◆ **Exercise description**: Restate all of the material, keeping every line identical to the original.

◆ **The data**:
____
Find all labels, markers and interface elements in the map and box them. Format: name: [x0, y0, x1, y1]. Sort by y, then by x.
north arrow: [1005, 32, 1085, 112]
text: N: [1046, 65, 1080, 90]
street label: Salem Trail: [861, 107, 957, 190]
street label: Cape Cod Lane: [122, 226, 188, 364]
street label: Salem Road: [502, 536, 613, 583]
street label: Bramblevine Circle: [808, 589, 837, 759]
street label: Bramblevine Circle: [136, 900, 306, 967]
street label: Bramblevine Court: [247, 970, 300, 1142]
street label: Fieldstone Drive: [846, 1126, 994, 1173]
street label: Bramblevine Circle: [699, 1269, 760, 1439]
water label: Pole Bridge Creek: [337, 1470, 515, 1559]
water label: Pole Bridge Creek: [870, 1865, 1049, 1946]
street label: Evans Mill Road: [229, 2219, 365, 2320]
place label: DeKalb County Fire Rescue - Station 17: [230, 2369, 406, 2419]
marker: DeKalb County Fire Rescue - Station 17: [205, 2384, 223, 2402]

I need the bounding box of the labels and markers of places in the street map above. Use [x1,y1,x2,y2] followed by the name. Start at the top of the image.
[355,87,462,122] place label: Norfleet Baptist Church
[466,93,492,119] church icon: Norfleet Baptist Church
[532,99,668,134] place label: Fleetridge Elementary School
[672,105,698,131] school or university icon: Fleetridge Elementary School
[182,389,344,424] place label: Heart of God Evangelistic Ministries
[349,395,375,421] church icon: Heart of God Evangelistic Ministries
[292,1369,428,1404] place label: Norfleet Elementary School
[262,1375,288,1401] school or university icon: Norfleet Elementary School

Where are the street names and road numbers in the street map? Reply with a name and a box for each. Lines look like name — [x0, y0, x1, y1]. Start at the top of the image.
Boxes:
____
◆ **Result**:
Find all labels, markers and interface elements in the map and box them. Format: name: [x0, y0, x1, y1]. Sort by y, then by x.
north arrow: [1005, 32, 1085, 112]
text: N: [1046, 65, 1080, 90]
street label: Salem Trail: [861, 107, 957, 190]
street label: Cape Cod Lane: [122, 226, 188, 364]
street label: Salem Road: [502, 536, 613, 583]
street label: Bramblevine Circle: [808, 589, 837, 759]
street label: Bramblevine Circle: [136, 900, 306, 967]
street label: Bramblevine Court: [247, 970, 300, 1142]
street label: Fieldstone Drive: [846, 1126, 994, 1173]
street label: Bramblevine Circle: [699, 1269, 760, 1439]
water label: Pole Bridge Creek: [337, 1470, 515, 1559]
water label: Pole Bridge Creek: [870, 1865, 1049, 1946]
street label: Evans Mill Road: [229, 2219, 365, 2320]
place label: DeKalb County Fire Rescue - Station 17: [230, 2369, 406, 2419]
marker: DeKalb County Fire Rescue - Station 17: [205, 2384, 223, 2402]

I need the bounding box of the labels and markers of places in the street map above. Use [x1,y1,x2,y2] followed by the name. Start at the top of the image.
[355,87,462,122] place label: Norfleet Baptist Church
[466,93,492,119] church icon: Norfleet Baptist Church
[532,99,668,134] place label: Fleetridge Elementary School
[672,105,698,131] school or university icon: Fleetridge Elementary School
[182,389,344,424] place label: Heart of God Evangelistic Ministries
[349,395,375,421] church icon: Heart of God Evangelistic Ministries
[292,1369,428,1404] place label: Norfleet Elementary School
[262,1375,288,1401] school or university icon: Norfleet Elementary School

Where are the street names and road numbers in the street map? Reply with a name and a box for each. Lines look like name — [x0, y0, x1, y1]. Start at the top of the image.
Boxes:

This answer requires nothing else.